Records for the task ▸
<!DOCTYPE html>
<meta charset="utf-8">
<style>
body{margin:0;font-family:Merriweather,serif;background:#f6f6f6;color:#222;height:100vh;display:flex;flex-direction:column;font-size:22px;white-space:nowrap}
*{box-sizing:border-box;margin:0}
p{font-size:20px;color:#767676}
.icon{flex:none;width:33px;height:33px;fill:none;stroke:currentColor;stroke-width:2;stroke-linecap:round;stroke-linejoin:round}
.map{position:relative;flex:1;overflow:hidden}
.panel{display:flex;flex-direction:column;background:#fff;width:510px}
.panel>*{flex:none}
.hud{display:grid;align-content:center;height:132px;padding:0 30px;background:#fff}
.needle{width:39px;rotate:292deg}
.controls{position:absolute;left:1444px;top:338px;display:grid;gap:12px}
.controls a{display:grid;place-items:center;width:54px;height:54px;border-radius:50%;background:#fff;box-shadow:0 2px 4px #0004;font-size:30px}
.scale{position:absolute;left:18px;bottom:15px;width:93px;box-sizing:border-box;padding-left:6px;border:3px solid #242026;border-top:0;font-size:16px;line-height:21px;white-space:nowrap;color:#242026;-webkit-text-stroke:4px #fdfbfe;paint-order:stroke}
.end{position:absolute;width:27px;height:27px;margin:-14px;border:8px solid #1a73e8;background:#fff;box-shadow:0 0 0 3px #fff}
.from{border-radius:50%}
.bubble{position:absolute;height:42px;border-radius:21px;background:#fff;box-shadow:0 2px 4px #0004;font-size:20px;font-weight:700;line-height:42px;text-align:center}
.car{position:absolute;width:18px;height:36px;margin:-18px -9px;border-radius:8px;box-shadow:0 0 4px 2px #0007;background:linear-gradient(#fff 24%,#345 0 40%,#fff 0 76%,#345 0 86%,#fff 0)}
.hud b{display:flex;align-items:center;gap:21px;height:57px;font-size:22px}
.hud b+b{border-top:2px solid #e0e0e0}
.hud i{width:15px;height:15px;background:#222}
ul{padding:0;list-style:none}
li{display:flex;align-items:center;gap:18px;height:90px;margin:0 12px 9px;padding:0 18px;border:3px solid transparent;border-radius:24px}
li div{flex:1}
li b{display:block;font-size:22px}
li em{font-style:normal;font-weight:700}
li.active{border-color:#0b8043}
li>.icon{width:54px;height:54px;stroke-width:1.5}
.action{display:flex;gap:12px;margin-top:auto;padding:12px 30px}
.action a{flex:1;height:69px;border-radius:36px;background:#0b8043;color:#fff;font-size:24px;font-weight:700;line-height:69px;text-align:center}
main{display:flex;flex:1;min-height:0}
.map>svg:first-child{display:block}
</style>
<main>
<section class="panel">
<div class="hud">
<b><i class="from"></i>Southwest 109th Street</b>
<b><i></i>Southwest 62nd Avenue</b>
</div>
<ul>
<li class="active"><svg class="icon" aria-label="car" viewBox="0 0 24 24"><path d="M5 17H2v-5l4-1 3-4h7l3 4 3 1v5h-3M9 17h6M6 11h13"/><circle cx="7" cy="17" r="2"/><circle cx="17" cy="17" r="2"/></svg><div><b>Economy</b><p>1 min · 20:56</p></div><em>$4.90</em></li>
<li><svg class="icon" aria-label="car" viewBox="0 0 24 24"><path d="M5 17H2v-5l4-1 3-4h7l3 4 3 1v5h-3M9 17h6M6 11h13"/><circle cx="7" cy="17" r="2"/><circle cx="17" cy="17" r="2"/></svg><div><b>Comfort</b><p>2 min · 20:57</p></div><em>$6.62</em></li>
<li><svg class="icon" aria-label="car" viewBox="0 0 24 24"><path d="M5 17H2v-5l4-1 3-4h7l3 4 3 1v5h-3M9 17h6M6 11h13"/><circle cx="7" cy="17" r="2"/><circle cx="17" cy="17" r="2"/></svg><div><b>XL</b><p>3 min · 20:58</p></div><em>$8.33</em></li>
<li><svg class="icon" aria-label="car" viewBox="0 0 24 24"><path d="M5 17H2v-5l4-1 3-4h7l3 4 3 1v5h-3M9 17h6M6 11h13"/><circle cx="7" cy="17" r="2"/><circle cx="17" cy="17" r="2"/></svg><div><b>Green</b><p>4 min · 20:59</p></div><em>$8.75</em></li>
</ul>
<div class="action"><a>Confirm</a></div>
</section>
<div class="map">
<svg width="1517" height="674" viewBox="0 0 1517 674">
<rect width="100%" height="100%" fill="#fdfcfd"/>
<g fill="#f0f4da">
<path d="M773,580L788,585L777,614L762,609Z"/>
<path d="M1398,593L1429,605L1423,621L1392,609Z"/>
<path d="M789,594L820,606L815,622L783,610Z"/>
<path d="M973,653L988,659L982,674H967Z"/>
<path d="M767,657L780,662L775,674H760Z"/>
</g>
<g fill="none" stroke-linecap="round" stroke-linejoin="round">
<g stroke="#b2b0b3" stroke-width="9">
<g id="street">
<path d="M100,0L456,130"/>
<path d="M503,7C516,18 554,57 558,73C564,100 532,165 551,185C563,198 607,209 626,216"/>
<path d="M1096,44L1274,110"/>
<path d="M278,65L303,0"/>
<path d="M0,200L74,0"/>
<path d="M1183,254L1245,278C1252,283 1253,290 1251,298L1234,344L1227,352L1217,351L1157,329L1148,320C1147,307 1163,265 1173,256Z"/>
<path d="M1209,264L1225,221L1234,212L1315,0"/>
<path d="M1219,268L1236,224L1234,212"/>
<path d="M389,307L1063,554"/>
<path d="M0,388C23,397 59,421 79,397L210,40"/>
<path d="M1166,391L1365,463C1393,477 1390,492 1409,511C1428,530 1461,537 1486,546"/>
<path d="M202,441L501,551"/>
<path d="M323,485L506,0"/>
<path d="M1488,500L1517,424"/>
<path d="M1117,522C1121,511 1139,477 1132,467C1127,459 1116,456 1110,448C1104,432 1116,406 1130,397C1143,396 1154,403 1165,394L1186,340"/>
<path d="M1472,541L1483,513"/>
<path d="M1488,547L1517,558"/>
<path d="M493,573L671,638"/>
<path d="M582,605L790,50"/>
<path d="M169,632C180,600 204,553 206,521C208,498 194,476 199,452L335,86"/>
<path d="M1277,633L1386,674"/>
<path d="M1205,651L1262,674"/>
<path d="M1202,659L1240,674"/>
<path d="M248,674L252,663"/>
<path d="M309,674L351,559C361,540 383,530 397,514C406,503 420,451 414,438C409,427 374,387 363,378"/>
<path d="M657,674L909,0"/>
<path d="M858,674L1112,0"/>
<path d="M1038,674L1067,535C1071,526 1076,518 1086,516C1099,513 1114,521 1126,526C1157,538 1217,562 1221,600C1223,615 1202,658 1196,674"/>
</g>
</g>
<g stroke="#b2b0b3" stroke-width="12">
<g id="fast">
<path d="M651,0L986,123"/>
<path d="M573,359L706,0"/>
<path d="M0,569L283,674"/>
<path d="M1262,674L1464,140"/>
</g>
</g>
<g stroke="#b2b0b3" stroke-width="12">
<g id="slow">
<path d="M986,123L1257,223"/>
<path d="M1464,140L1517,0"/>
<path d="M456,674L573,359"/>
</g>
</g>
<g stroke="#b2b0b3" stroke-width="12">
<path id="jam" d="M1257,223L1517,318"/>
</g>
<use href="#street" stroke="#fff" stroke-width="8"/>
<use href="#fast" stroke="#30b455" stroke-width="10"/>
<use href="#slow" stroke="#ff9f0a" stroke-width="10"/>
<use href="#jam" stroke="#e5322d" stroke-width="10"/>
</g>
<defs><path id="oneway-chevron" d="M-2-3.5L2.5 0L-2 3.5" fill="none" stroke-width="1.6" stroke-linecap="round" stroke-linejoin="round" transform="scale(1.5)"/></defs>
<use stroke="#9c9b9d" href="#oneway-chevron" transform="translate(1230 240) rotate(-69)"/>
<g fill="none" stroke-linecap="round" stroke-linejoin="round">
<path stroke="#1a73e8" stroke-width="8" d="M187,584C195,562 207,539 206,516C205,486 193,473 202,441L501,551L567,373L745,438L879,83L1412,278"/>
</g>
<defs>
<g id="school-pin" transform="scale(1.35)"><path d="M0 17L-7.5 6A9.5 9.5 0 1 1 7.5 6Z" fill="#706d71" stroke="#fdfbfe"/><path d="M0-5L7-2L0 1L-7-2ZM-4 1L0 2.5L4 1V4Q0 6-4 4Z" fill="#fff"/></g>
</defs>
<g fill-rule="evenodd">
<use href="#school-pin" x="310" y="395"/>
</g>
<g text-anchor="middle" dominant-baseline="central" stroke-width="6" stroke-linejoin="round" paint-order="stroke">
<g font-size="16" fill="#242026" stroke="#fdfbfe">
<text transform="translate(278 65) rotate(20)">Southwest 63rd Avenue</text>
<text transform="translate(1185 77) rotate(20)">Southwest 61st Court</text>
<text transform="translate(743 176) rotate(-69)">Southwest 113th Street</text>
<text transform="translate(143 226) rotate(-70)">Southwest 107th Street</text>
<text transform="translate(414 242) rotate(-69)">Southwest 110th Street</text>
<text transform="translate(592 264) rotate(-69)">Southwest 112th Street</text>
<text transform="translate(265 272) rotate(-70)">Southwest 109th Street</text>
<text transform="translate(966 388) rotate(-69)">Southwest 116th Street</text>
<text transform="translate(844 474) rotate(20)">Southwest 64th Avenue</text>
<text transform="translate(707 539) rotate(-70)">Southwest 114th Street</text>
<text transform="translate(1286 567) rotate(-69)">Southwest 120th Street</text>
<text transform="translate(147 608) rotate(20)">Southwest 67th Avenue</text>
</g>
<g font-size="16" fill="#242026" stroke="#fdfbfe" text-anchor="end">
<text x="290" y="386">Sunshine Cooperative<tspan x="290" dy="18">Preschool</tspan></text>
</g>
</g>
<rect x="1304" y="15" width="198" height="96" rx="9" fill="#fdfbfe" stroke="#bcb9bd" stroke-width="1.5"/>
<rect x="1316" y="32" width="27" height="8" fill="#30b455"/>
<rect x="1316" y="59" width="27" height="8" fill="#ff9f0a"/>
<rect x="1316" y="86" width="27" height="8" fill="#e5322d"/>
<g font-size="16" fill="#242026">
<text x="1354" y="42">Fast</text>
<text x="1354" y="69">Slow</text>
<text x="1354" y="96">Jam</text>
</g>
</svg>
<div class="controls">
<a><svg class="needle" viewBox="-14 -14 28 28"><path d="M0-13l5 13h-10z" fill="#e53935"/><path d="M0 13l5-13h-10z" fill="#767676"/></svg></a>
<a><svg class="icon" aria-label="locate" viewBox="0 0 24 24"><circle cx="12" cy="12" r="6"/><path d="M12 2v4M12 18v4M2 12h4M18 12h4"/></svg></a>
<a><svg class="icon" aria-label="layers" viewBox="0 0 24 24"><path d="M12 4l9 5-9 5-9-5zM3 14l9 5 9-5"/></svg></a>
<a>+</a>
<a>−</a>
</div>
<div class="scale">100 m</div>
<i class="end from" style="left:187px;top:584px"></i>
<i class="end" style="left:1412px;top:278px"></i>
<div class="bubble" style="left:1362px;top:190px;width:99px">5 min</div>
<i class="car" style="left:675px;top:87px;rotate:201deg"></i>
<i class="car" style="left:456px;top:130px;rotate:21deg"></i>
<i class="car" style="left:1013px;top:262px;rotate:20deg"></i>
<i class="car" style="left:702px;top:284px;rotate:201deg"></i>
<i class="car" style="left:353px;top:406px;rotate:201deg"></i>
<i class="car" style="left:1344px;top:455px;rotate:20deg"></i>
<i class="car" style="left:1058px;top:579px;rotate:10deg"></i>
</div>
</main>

Exercise objective ▸
For the data shown above, give the number of lines where the word "panel" appears, and nothing else.

Your response ▸
3